If you've been with a guy for a few months, and you want to take your relationship to the next step - but feel like there's something that has happened in your life, when do you tell him? To be more specific, I was sexually 'assaulted' a couple years ago. I have come to terms with it and accepted it. I am NOT looking for sympathy. However, I haven't had sex since it has happened and I'm not completely sure how I'll react. I would like to tell him, but I do not want him to feel like it is his fault, or there's anything he could have done or still can do about it. I don't know if I should tell him before, or after. I don't want to make it seem like it still effects me daily, but I think he should know in case. I do not want to keep it from him, and have him find out later and be upset with me from not telling him. He's an amazing guy, and he makes me very happy. But I don't want him to look at me differently because of this. If any guys have opinions on how they would feel and what way would be best to tell him, they would be greatly appreciated! Thanks! :)
Most Helpful Guy
"how they would feel"
Say, he loves you very much, he may feel like HE was being assaulted, i.e. feels bad not only for you, but for himself. You are right, you need to be careful how you approach this.

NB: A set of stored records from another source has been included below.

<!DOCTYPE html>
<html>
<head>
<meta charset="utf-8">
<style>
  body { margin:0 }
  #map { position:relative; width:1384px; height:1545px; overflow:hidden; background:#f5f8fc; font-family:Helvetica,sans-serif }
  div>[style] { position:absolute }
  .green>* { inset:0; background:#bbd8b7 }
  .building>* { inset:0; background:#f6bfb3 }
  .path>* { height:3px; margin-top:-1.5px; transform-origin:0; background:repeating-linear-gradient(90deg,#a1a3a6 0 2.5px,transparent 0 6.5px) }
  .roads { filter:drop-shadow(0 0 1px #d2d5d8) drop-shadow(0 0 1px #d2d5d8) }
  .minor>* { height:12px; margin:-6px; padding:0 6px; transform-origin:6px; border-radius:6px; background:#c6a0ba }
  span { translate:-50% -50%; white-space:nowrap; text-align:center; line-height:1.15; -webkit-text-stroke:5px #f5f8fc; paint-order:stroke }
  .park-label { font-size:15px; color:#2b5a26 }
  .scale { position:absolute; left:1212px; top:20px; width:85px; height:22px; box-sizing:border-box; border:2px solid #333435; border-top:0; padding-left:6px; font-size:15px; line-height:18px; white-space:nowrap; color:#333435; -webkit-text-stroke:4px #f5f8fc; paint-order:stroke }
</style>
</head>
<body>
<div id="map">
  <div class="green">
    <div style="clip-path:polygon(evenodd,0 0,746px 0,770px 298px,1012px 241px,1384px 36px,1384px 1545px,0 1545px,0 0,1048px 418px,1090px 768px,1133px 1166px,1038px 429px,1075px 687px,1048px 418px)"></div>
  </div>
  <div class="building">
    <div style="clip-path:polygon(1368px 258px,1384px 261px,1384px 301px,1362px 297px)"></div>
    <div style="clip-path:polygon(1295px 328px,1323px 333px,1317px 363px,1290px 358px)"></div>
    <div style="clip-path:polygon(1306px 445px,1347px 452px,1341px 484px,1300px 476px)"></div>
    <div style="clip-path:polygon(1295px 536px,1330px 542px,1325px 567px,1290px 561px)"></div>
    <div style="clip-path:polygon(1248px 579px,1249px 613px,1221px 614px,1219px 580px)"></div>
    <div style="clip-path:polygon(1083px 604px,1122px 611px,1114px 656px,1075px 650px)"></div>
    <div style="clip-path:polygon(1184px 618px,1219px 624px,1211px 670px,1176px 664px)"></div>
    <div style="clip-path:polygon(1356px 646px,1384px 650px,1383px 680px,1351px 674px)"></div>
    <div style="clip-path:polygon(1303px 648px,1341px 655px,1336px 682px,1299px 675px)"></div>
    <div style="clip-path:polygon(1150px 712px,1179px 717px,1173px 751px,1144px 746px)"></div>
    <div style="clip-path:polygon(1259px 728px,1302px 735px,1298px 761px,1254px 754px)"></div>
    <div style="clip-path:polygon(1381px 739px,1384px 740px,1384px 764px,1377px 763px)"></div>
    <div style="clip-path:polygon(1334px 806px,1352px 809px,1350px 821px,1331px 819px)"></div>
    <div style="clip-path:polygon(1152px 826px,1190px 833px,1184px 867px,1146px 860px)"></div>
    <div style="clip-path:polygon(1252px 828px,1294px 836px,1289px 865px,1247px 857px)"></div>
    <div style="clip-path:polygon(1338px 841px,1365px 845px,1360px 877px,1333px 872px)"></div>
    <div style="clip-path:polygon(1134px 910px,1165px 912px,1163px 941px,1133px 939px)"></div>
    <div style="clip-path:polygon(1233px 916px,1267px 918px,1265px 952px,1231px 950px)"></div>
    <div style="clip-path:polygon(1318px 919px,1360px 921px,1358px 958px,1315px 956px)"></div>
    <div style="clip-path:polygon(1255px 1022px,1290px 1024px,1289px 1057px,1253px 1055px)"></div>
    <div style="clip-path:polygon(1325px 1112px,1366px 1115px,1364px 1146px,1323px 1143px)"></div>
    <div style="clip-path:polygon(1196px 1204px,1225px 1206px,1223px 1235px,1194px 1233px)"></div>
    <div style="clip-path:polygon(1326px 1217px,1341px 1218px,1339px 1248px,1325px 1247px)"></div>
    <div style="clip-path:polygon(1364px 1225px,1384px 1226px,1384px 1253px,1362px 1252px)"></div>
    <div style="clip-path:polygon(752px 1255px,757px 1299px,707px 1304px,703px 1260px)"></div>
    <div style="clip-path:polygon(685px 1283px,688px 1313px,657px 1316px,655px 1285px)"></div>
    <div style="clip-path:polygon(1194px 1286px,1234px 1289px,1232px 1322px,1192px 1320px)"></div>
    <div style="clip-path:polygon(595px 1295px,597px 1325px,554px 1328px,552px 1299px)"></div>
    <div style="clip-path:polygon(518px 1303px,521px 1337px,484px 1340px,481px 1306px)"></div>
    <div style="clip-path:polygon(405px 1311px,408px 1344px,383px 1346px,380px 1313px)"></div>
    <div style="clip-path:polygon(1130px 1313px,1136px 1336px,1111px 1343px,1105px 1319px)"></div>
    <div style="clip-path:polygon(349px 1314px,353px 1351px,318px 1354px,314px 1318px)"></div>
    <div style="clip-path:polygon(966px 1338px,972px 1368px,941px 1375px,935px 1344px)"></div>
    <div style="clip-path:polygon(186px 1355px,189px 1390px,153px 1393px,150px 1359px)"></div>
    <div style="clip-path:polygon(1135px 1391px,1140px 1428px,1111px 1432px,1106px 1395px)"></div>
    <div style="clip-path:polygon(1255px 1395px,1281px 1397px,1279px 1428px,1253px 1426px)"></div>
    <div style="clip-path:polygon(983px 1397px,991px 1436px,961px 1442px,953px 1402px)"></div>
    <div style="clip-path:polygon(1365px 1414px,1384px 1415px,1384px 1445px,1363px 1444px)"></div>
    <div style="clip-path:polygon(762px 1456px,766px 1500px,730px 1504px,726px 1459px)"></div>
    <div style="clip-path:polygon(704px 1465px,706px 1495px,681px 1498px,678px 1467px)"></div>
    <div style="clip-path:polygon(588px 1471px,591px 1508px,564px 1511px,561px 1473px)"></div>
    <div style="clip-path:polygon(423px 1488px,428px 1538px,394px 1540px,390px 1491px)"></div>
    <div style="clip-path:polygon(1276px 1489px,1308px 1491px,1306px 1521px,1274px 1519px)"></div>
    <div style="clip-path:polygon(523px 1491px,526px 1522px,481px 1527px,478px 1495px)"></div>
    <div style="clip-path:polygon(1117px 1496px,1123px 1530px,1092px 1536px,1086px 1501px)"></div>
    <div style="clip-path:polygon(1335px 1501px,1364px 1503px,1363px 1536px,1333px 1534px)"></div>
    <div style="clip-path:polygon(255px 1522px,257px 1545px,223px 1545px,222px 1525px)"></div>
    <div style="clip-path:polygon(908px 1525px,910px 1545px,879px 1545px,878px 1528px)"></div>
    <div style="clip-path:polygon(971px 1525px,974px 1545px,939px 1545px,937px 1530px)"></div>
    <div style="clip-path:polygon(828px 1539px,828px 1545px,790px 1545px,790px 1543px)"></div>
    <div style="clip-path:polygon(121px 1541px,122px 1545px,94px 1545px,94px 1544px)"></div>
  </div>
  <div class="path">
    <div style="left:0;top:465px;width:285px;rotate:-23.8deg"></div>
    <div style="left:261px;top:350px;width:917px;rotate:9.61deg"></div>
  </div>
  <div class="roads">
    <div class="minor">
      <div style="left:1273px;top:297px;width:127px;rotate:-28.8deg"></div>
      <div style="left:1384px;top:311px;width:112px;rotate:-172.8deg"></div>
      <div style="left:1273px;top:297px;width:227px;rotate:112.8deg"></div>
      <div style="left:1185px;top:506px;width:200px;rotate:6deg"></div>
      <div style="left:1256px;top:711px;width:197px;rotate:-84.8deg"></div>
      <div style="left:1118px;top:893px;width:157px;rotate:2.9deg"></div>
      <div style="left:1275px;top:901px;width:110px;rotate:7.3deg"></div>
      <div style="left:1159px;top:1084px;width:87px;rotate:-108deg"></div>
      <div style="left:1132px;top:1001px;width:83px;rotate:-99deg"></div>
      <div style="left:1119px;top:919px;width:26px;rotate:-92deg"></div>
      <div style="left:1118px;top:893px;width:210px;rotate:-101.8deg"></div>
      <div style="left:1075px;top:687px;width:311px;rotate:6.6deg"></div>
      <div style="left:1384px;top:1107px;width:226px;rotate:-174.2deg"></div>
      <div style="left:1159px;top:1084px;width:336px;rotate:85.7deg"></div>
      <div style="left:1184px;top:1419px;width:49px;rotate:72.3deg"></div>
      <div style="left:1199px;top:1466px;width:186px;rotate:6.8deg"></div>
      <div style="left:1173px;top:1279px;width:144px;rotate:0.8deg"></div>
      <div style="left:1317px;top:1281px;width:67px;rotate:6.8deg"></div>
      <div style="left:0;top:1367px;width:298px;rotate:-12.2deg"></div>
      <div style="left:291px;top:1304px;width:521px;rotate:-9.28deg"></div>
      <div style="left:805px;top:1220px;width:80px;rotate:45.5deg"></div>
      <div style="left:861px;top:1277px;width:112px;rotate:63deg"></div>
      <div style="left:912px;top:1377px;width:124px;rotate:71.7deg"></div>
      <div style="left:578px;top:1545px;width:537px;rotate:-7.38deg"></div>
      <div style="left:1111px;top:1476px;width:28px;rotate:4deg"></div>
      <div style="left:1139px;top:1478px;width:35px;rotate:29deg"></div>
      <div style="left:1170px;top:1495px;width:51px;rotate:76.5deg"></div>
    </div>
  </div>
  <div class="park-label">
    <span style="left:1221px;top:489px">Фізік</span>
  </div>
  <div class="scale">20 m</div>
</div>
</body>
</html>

"and what way would be best to tell him"
If you choose to tell him, you may want to search the internet on info. regarding how professionals prepare someone to take bad news. There are many natural diasters these days, earthquakes, mining accidents, ...etc. How do you tell someone their spouse/parents/children ... were killed?
See if the steps below helps?
1.Choose a comfortable setting where you both can sit. Create an air of privacy by closing the door, turning off the television and eliminating distractions.
2Assess the other person's feelings. Does she appear worried, upset and suspicious? Does she anticipate this news or will it come as a total surprise?
3Choose your words based on your relationship with the individual as well as your personal style. If the news is unexpected, say, "I'm afraid I have some news about . . . " or "I've just heard from the hospital."
4Identify with the emotions that arise. For example, you might say, "It must be a terrible shock for you" or "I'm sure this is painful for you."
5Listen to the other person; let him talk. Validate their emotions, but primarily listen and acknowledge.
6State what you are prepared to do to help, rather than ask, "What can I do?" Make a reasonable plan. Be clear about your commitment and fulfill your promises.